Repeat exactly, and only, the lines from the one holding "Task: Dump the" through the last line of the records below.

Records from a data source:

▬▬▬▬▬▬▬▬▬▬

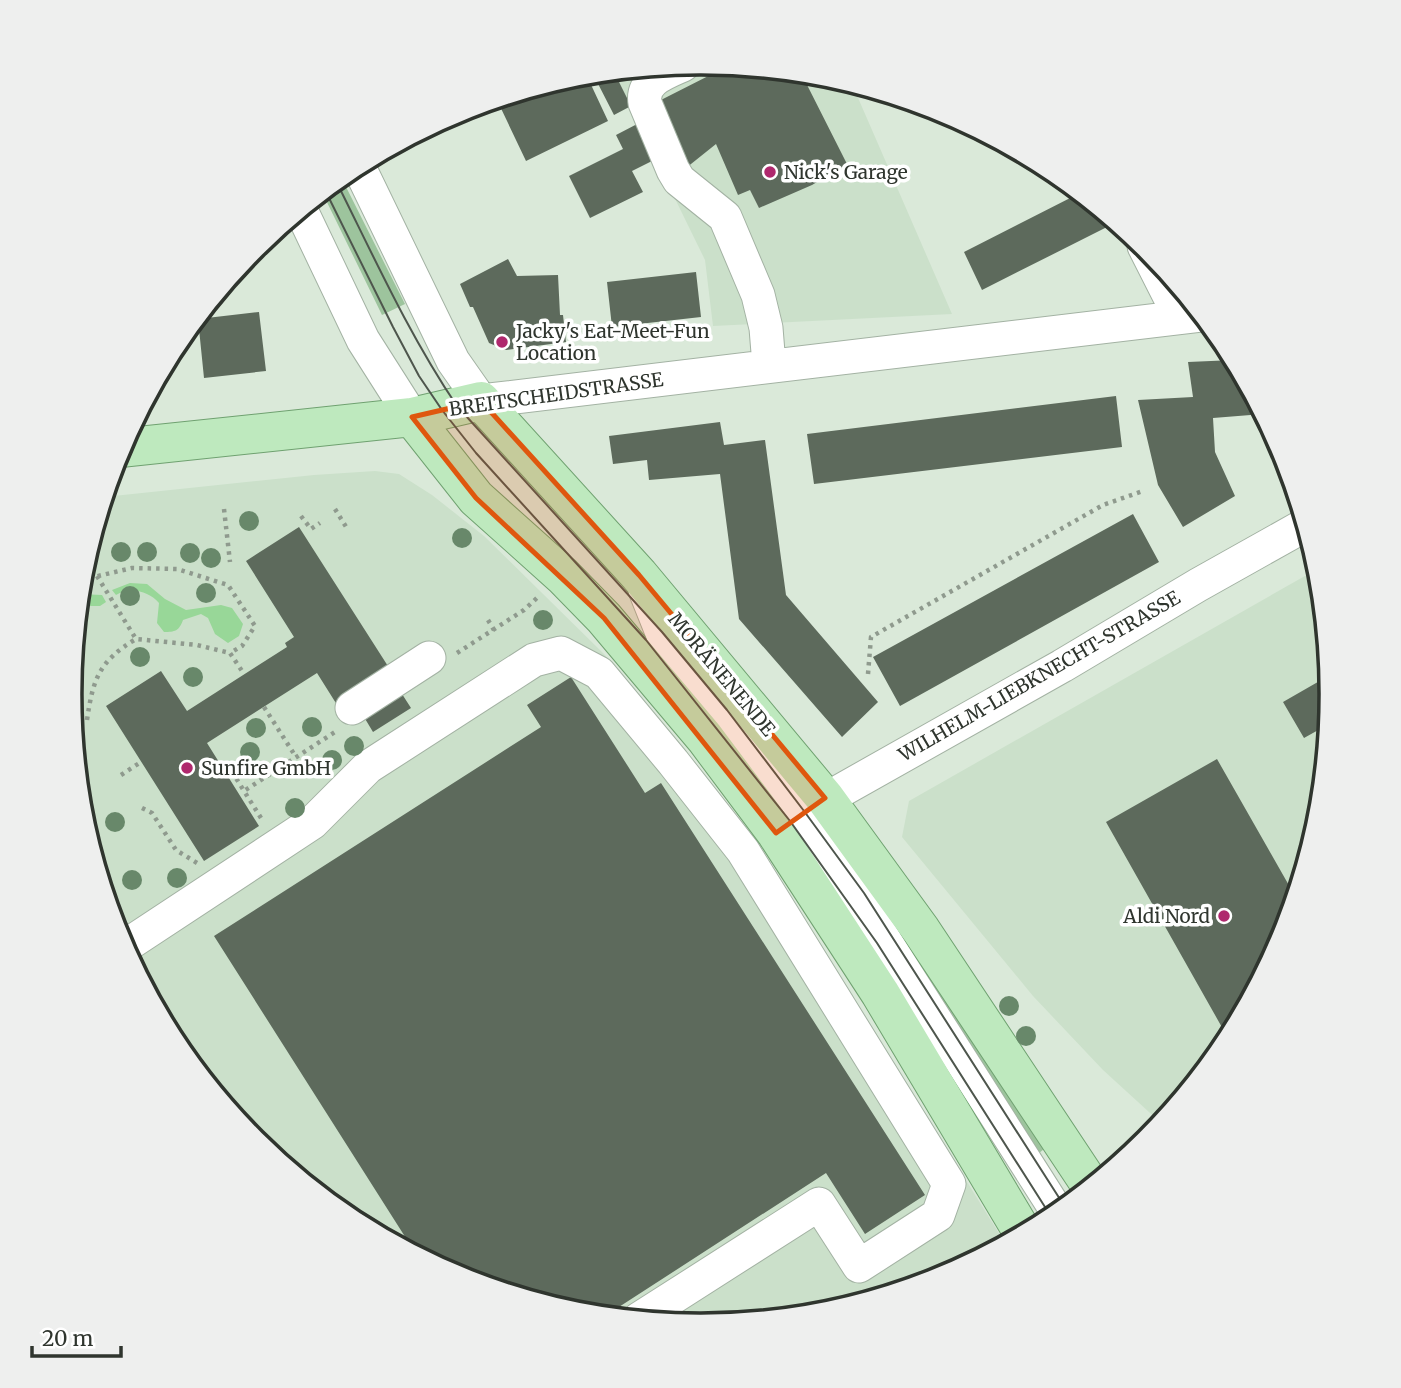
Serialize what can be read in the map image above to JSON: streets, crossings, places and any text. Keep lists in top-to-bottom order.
{
  "streets": {
    "main road": ["BREITSCHEIDSTRASSE", "MORÄNENENDE"],
    "street": ["WILHELM-LIEBKNECHT-STRASSE"]
  },
  "crossings": [
    ["BREITSCHEIDSTRASSE", "MORÄNENENDE"],
    ["MORÄNENENDE", "WILHELM-LIEBKNECHT-STRASSE"]
  ],
  "places": [
    "Nick's Garage",
    "Jacky's Eat-Meet-Fun Location",
    "Sunfire GmbH",
    "Aldi Nord"
  ],
  "scale_bar": "20 m"
}
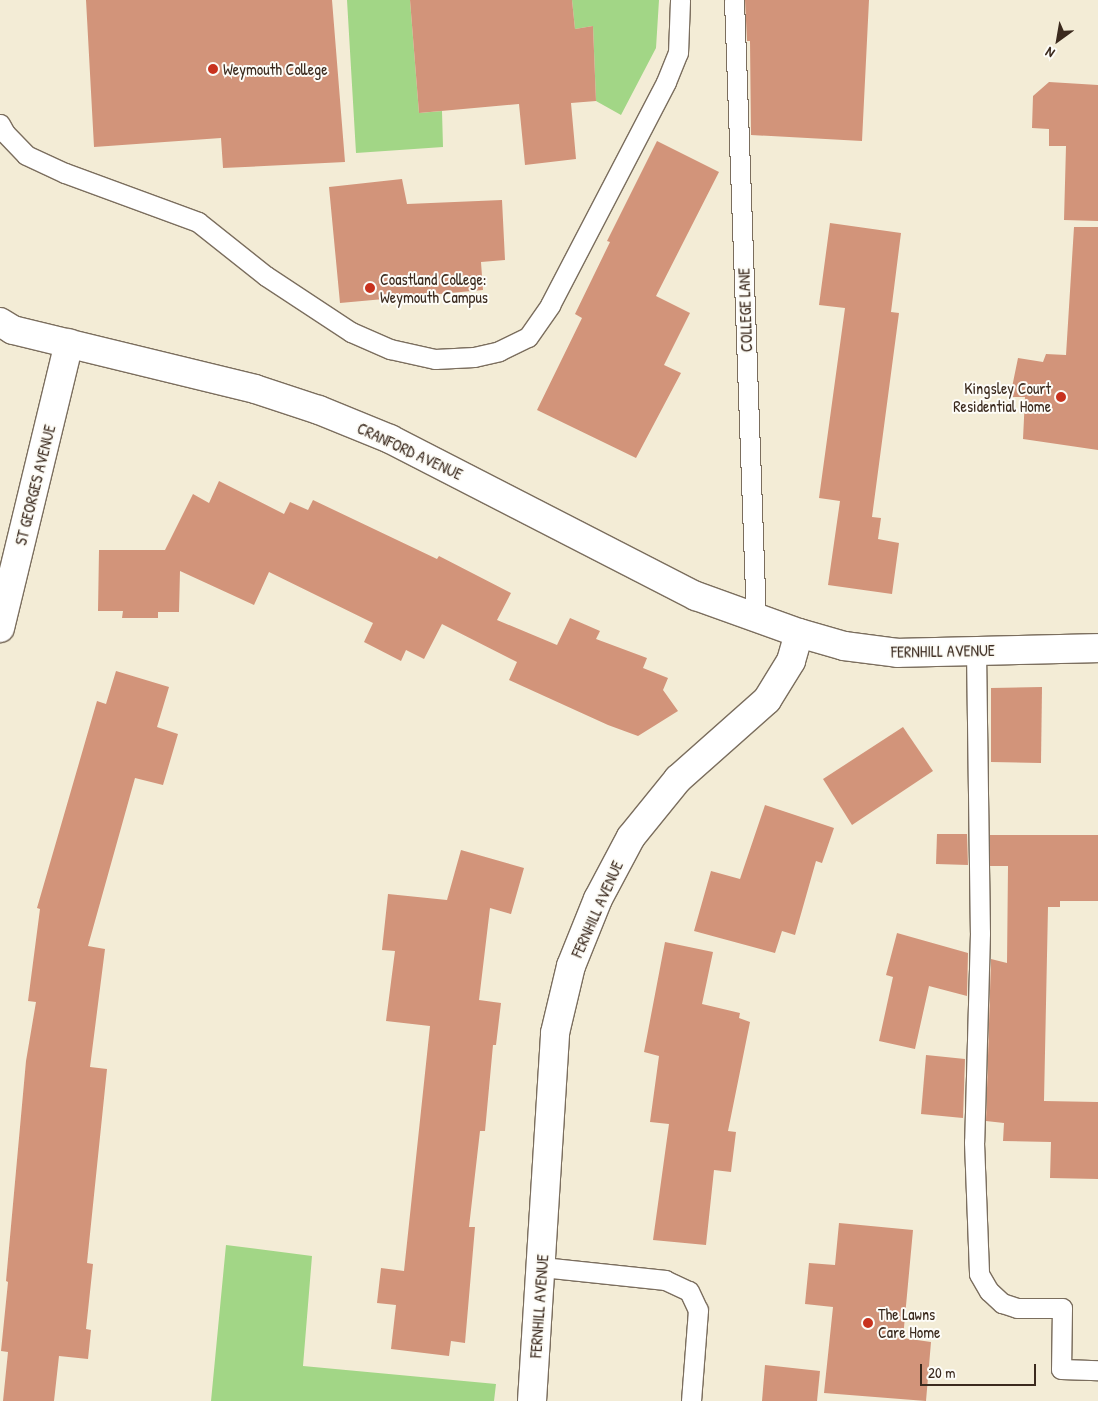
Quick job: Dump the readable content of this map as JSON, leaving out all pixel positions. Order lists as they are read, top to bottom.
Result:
{
  "streets": {
    "street": ["CRANFORD AVENUE", "ST GEORGES AVENUE", "FERNHILL AVENUE"],
    "lane": ["COLLEGE LANE"]
  },
  "crossings": [
    ["COLLEGE LANE", "CRANFORD AVENUE"],
    ["CRANFORD AVENUE", "ST GEORGES AVENUE"],
    ["CRANFORD AVENUE", "FERNHILL AVENUE"]
  ],
  "places": [
    "Weymouth College",
    "Coastland College: Weymouth Campus",
    "Kingsley Court Residential Home",
    "The Lawns Care Home"
  ],
  "scale_bar": "20 m",
  "north": "bottom left"
}
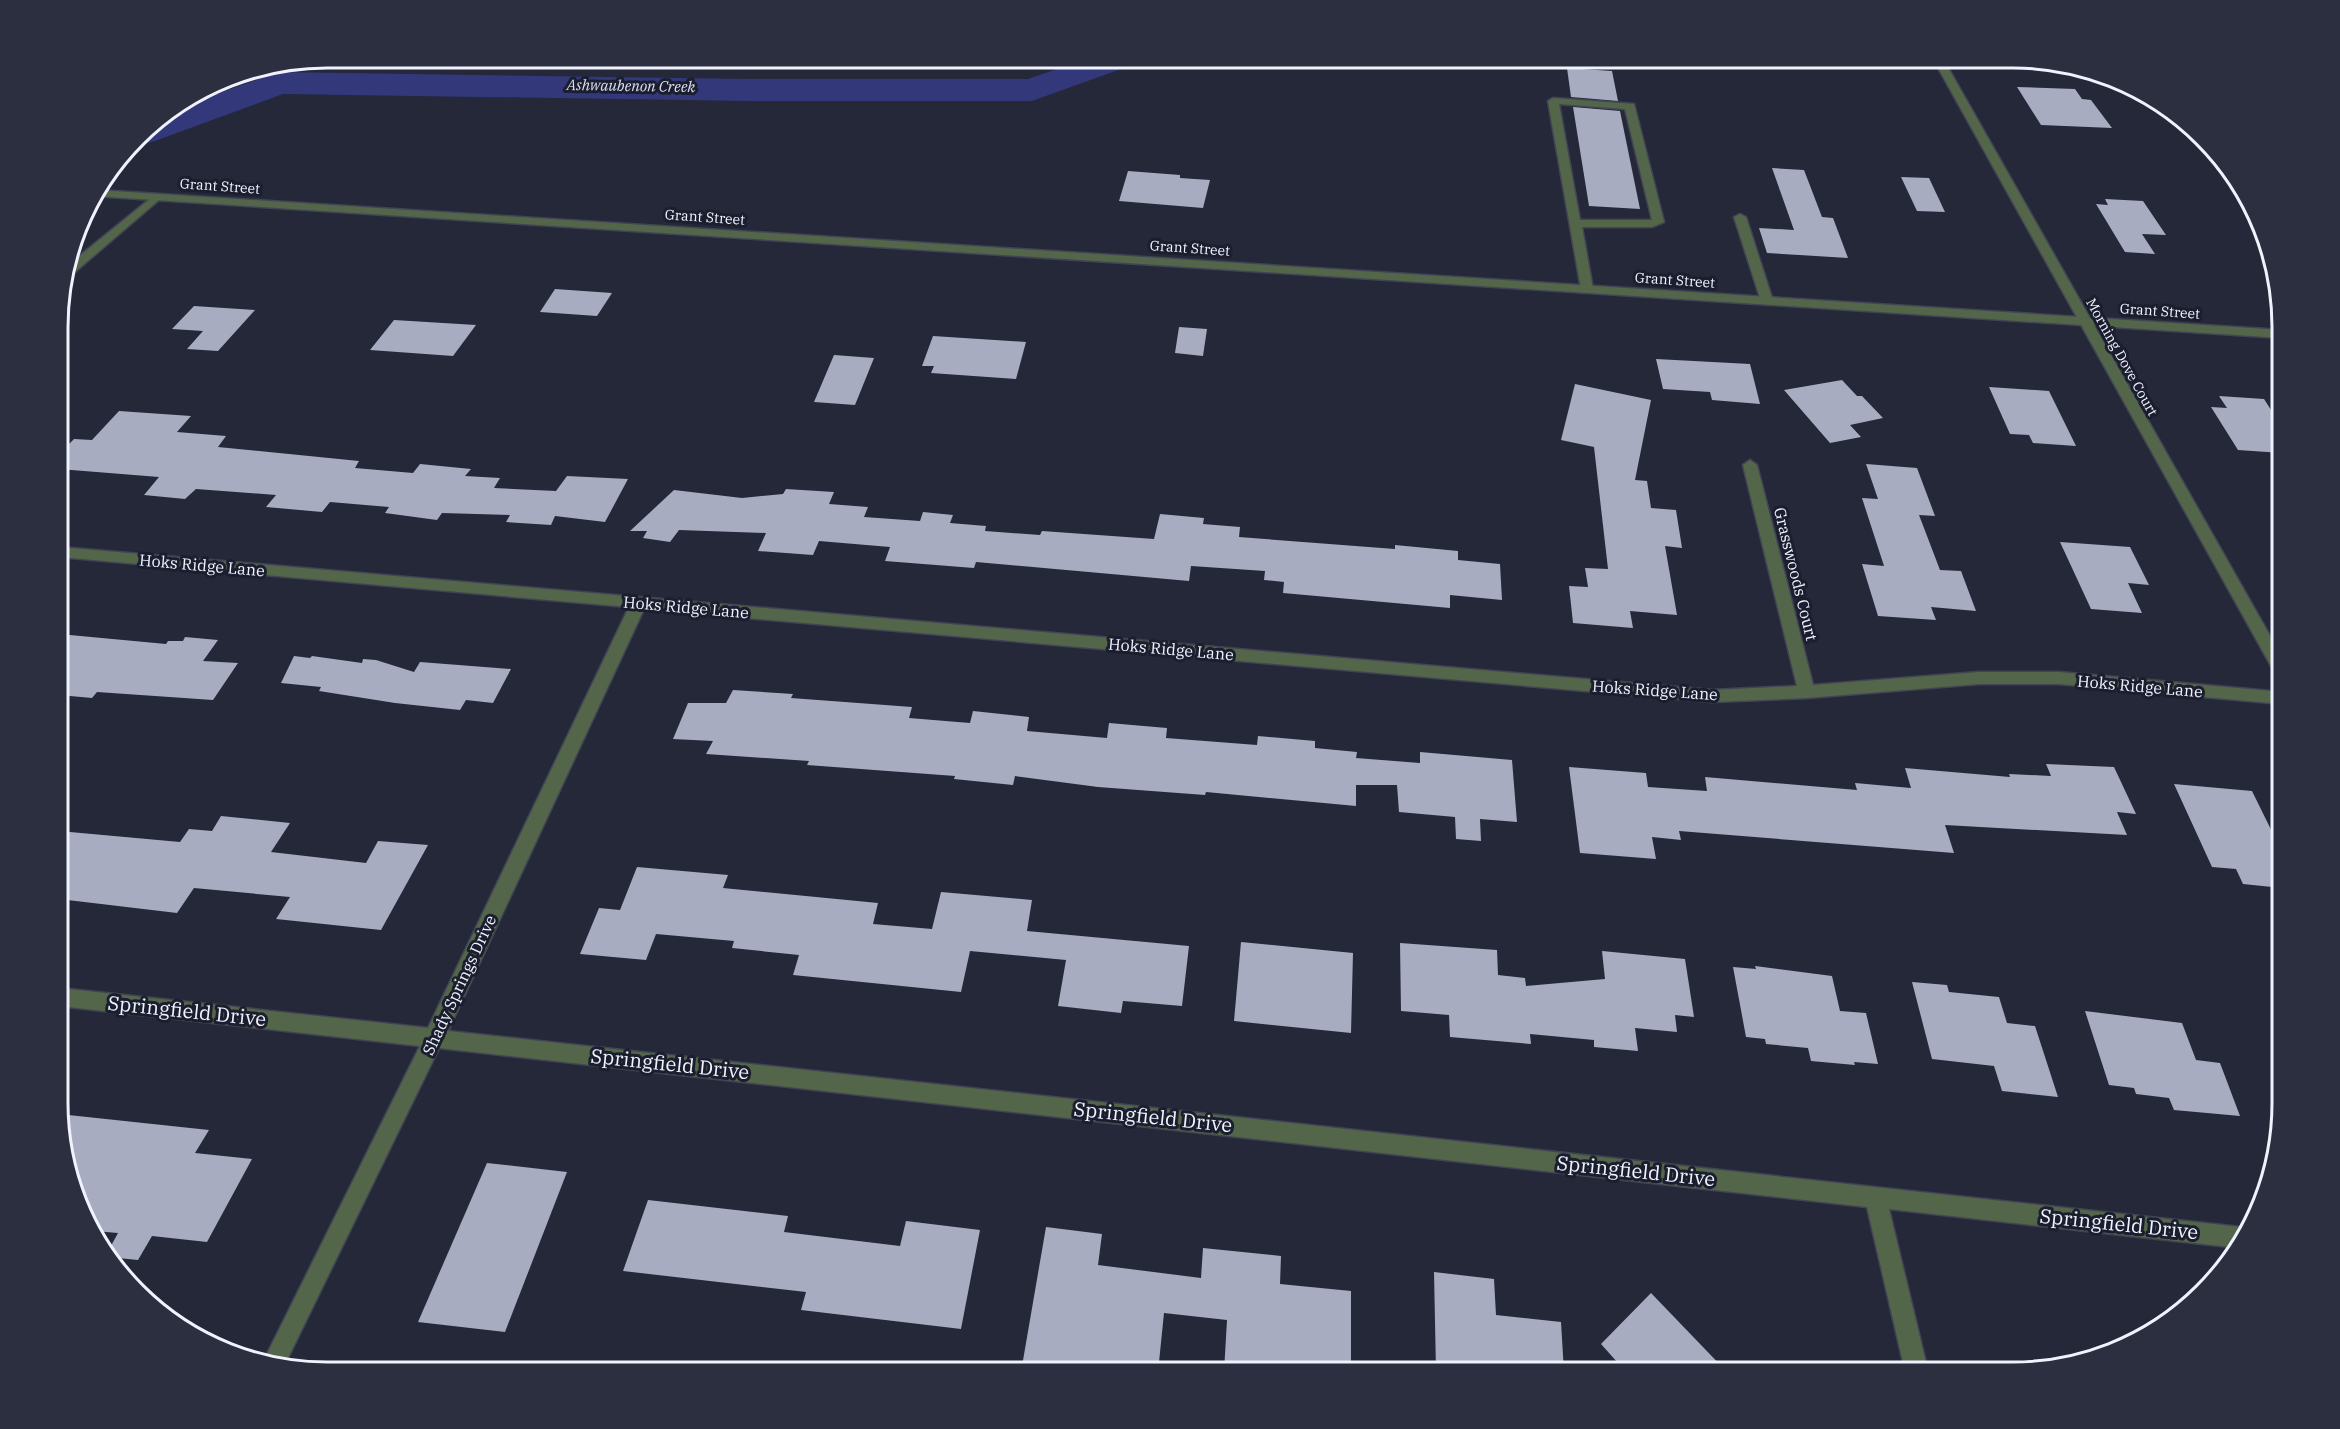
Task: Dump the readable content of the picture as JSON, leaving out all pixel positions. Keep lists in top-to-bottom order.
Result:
{
  "streets": {
    "street": [
      "Grant Street",
      "Morning Dove Court",
      "Hoks Ridge Lane",
      "Grasswoods Court",
      "Shady Springs Drive",
      "Springfield Drive"
    ]
  },
  "crossings": [
    ["Grant Street", "Morning Dove Court"],
    ["Hoks Ridge Lane", "Grasswoods Court"],
    ["Hoks Ridge Lane", "Shady Springs Drive"],
    ["Shady Springs Drive", "Springfield Drive"]
  ],
  "water": ["Ashwaubenon Creek"]
}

▬▬▬▬▬▬▬▬▬▬

RESPONSE TO THIS EXERCISE:
Task: Dump the readable content of the picture as JSON, leaving out all pixel positions. Keep lists in top-to-bottom order.
Result:
{
  "streets": {
    "street": [
      "Grant Street",
      "Morning Dove Court",
      "Hoks Ridge Lane",
      "Grasswoods Court",
      "Shady Springs Drive",
      "Springfield Drive"
    ]
  },
  "crossings": [
    ["Grant Street", "Morning Dove Court"],
    ["Hoks Ridge Lane", "Grasswoods Court"],
    ["Hoks Ridge Lane", "Shady Springs Drive"],
    ["Shady Springs Drive", "Springfield Drive"]
  ],
  "water": ["Ashwaubenon Creek"]
}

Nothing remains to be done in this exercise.